White paper:
Purposes
1. to help facilitate member node creation of best practices for data citation 
2. To inform data creators, publishers, and repository holders of the reasons for good data citation practices

Possible Outline

What is data citation?
(be inspired by Vision and Cook papers in references?)
Just as we cite papers, so too should we cite datasets.
“Many researchers…are not aware that published data deserves citation just like published articles, perhaps in part because so many articles presently use data without citation.” Freese, J. (2007). Replication standards for quantitative social science: Why not sociology?. Sociological Methods & Research, 36 (2): 153-172. 

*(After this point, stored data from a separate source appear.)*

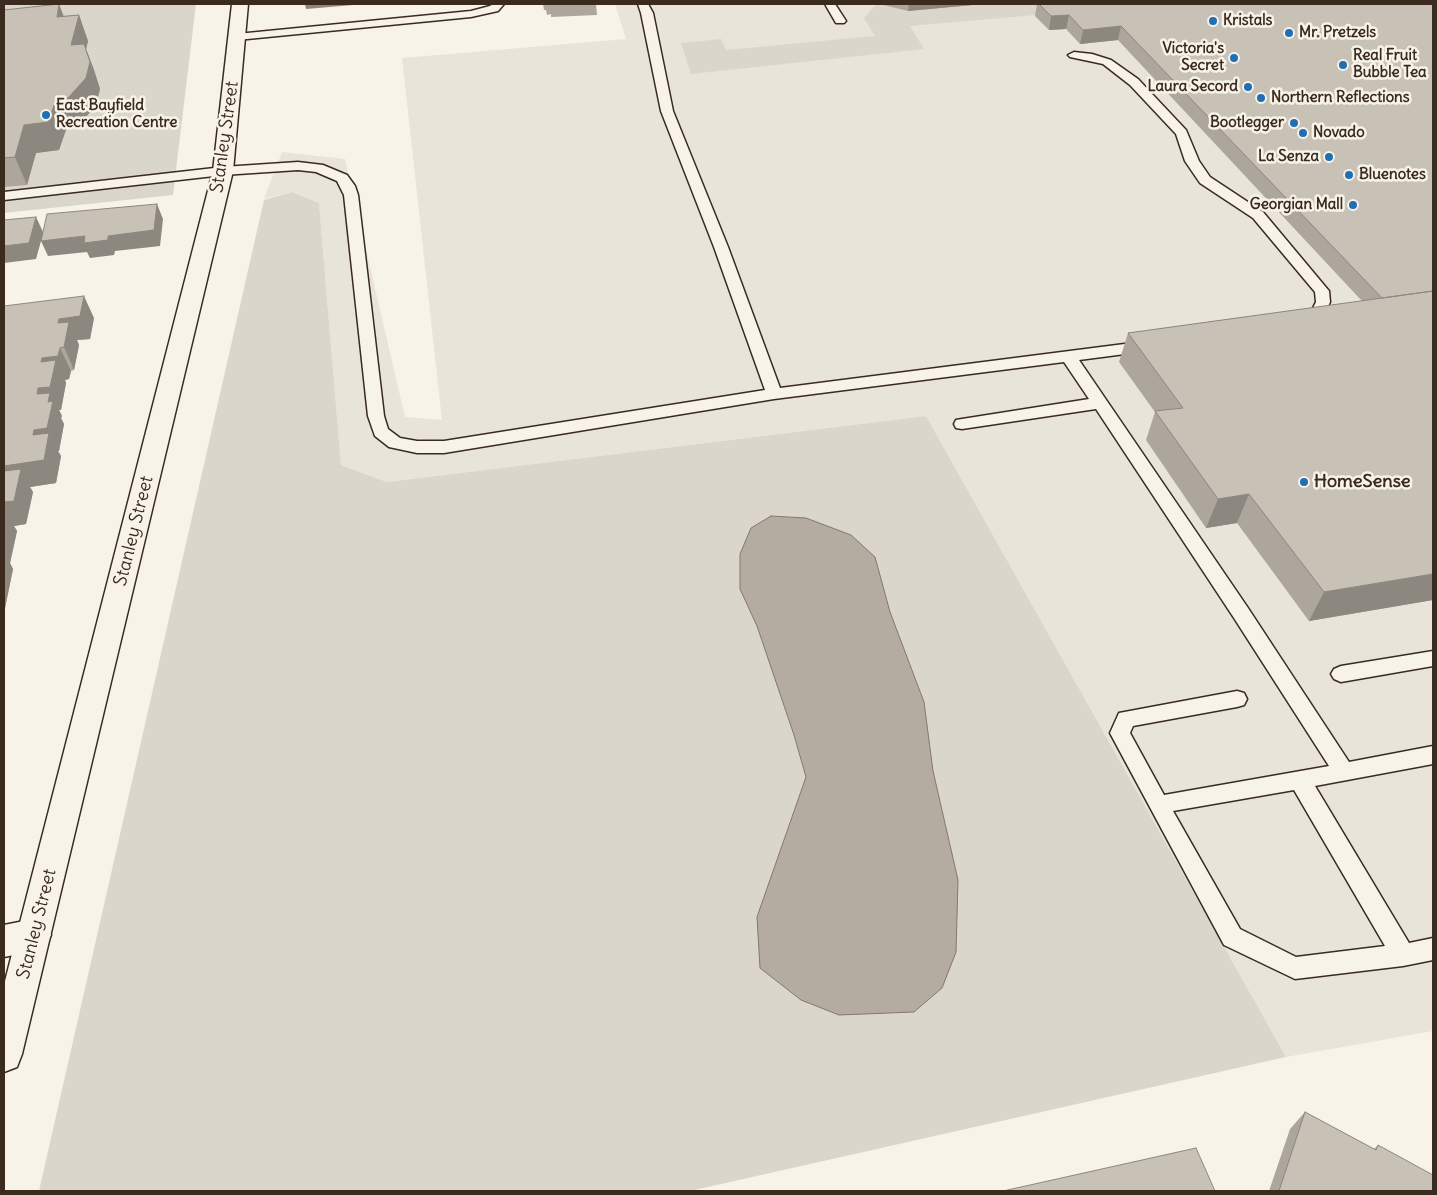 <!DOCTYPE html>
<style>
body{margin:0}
#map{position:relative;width:1437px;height:1195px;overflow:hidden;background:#f7f3e8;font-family:Delius,sans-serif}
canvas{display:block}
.frame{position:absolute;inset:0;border:5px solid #3b2a1e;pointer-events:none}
</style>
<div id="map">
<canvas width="1437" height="1195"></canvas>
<div class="frame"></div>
</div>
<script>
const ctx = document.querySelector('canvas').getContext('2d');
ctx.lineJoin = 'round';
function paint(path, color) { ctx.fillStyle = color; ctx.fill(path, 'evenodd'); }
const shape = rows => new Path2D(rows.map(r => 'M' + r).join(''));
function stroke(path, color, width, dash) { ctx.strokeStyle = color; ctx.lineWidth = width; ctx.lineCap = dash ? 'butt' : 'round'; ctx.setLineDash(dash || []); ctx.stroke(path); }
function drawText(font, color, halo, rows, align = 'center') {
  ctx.font = font + ' Delius,sans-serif'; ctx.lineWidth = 5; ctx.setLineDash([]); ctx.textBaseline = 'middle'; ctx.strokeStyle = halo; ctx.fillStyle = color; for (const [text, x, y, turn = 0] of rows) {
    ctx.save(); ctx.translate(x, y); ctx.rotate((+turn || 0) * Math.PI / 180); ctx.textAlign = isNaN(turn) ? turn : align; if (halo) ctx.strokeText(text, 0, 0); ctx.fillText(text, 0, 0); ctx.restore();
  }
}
const built = shape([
 [615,4,1433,4,1433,1031,1286,1057,926,416,387,482,341,465,319,203,292,192,264,199,282,152,345,159,405,417,442,420,402,58,626,39]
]);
const green = shape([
 [4,4,196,4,173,195,4,213],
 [876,4,1078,4,1058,13,910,26,924,49,691,74,681,43,721,39,726,50,875,36,864,18],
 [292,192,319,203,341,465,387,482,926,416,1286,1057,690,1191,39,1191,264,200]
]);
const water = shape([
 [771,516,806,518,851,535,875,557,890,612,924,702,933,771,958,880,956,952,942,988,914,1012,839,1015,801,1000,760,968,757,917,806,777,794,735,757,626,740,589,740,554,751,528,771,516]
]);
const service = shape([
 [493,4,504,4,498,11,471,17,237,40,231,37,237,34,471,11,490,6,493,4],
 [638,4,648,4,653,13,673,111,728,247,780,388,1148,341,1153,343,1156,346,1153,349,1148,351,1079,360,1248,608,1349,762,1433,746,1433,764,1315,786,1409,943,1433,938,1433,960,1403,966,1295,979,1224,945,1110,733,1119,713,1237,691,1244,693,1247,699,1244,705,1237,707,1133,726,1130,733,1164,795,1329,766,1234,618,1096,409,962,429,956,428,954,424,956,420,962,419,1089,399,1064,362,774,399,444,453,417,453,389,447,375,436,368,416,344,195,337,181,316,172,298,170,223,175,4,200,4,192,223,167,298,162,323,165,347,175,355,186,358,195,384,416,388,429,400,438,417,441,444,441,765,390,714,247,661,111,641,13,638,4],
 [1294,790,1385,946,1296,957,1240,929,1173,811,1294,790],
 [825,4,835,4,846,21,844,23,836,23,825,4],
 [1074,52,1092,54,1111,60,1138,79,1186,130,1199,161,1210,177,1263,212,1329,291,1330,302,1326,311,1317,322,1303,326,1298,324,1295,321,1298,318,1307,316,1312,310,1316,302,1315,292,1253,218,1200,183,1185,161,1176,134,1130,85,1103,64,1070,57,1068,55,1074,52],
 [1433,651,1433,666,1341,682,1334,679,1331,674,1334,669,1341,666,1433,651]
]);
const minor = shape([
 [34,919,46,924,51,935,46,946,34,951,4,957,4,925,34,919]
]);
const tertiary = shape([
 [232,4,248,4,233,171,22,1054,17,1067,4,1072,4,985,213,171,232,4]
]);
const wall = shape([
 [543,4,596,4,597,15,551,17,551,14,547,15,546,10,544,10],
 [879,4,983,4,908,11],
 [1037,4,1433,4,1433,600,1309,621,1237,523,1206,528,1146,440,1155,412,1119,362,1128,333,1362,301,1118,40,1080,44,1066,29,1049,30,1035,16],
 [4,10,63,16,79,15,88,41,86,49,94,70,100,89,96,105,79,125,67,127,59,150,36,153,27,185,4,187],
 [4,306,94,318,90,339,77,340,79,345,74,370,71,371,69,379,65,380,66,383,61,410,59,410,62,416,61,418,64,424,59,451,58,451,61,456,56,483,30,487,33,492,26,524,14,526,17,531,10,563,13,569,4,613],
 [1305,1112,1374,1149,1378,1145,1433,1191,1269,1191,1290,1129]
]);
const shadedWall = shape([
 [59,4,69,30,57,17],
 [305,4,353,4,353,5,306,9],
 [909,4,983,4,908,11],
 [79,15,88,41,86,49,94,70,100,89,96,105,79,125,67,127,59,150,36,153,27,185,15,157,24,125,71,45],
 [1069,15,1066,29,1049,30,1051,16],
 [1121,26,1118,40,1080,44,1083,30],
 [157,204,163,219,160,246,115,251,114,255,90,258,87,252,48,256,41,241,36,259,4,263,4,246,36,217,43,232,85,236,108,236],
 [84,296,94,318,90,339,77,340,79,345,74,370,64,347,58,323,59,319],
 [60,348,71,371,69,379,65,380,66,383,61,410,59,410,62,416,61,418,64,424,59,451,58,451,61,456,56,483,30,487,33,492,26,524,14,526,17,531,10,563,13,569,4,613,4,466,37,394,42,358],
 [1249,494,1237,523,1206,528,1218,499],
 [1433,574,1433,600,1309,621,1324,592]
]);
const building = shape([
 [59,4,57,17,79,15,71,45,84,44,90,62,86,78,68,98,56,100,48,122,24,125,15,157,4,158,4,10,59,4],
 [1039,4,1433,4,1433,291,1382,298,1121,26,1083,30,1069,15,1051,16,1039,4],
 [157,204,154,230,108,236,108,240,84,243,85,236,41,241,47,214,157,204],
 [36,217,29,243,4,246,4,220,36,217],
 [1433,291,1433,574,1324,592,1249,494,1218,499,1155,411,1183,408,1128,333,1433,291],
 [84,296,80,316,59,319,58,323,69,322,64,347,60,348,58,356,42,358,41,362,56,360,50,387,38,388,37,394,50,393,48,402,53,401,47,428,34,430,33,435,49,433,44,460,4,466,4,306,84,296],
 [21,469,14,501,4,502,4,471,21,469],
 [1305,1112,1376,1150,1378,1145,1433,1175,1433,1191,1279,1191,1305,1112],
 [1196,1148,1215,1191,1003,1191,1196,1148]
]);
const markers = [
 [1213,21,5,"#1f6fb2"],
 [1289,33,5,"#1f6fb2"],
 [1234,58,5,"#1f6fb2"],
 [1343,65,5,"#1f6fb2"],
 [1248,87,5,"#1f6fb2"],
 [1261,98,5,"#1f6fb2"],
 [46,115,5,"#1f6fb2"],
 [1294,123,5,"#1f6fb2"],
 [1303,133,5,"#1f6fb2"],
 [1329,157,5,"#1f6fb2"],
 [1349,175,5,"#1f6fb2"],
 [1353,205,5,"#1f6fb2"],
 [1304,482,5,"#1f6fb2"]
];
const farPoinames = [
 ["Kristals",1223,21],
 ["Mr. Pretzels",1299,33],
 ["Victoria's",1224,49,"right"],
 ["Secret",1224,66,"right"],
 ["Real Fruit",1353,56],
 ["Bubble Tea",1353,73],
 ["Laura Secord",1238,87,"right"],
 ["Northern Reflections",1271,98],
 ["East Bayfield",56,106],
 ["Recreation Centre",56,123],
 ["Bootlegger",1284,123,"right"],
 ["Novado",1313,133],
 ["La Senza",1319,157,"right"],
 ["Bluenotes",1359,175],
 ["Georgian Mall",1343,205,"right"]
];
const streetNames = [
 ["Stanley Street",225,137,-82],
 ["Stanley Street",134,531,-76],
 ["Stanley Street",37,924,-76]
];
const poiNames = [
 ["HomeSense",1314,482]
];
paint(built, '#e9e4d9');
paint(green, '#dbd6cb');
paint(water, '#b4aca0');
stroke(water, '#84786c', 1);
stroke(service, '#3b2a1e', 3);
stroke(minor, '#3b2a1e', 3);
stroke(tertiary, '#3b2a1e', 3);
paint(service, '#f7f3e8');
paint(minor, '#f7f3e8');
paint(tertiary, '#f7f3e8');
paint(wall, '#aca69d');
paint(shadedWall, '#8c877f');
paint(building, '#c8c1b6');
stroke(building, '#8c877f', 1);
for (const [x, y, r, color] of markers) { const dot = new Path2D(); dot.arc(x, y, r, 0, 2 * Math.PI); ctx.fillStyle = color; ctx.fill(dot); stroke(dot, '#f7f3e8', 2); }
drawText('bold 15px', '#3b2a1e', '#f7f3e8', farPoinames, 'left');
drawText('18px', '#3b2a1e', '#f7f3e8', streetNames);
drawText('bold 18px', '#3b2a1e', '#f7f3e8', poiNames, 'left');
</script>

“…Researchers’ behavior, attitudes and knowledge concerning the citation of data sets fall short of the ideal that would foster openness, fairness and economy in the pursuit of scientific knowledge.”
Sieber, J. E. & Trumbo, B. E. (1995). (Not) giving credit where credit is due: Citation of data sets. Science and Engineering Ethics, 1 (1): 11-20.


Why we need data citation
Data citation helps publication and sharing, which helps preservation and re-use:
  •Gives credit to data producers and data publishers
  Is this an intellectual property question as well?
     –Vital incentive for data sharing and archiving
  - Provides a link from traditional literature to data
  - Gives intellectual legitimacy to creation of data by treating it as a first-class citizen 
  •An important part of Research metrics for datasets [Chavan]
     –Sponsors want publication and retention numbers
   Need recipes and stuff, i.e., standards and archives
   Facilitates tracking data reuse
       understand data lifecycle, what topics can be well studied by reused data, etc.  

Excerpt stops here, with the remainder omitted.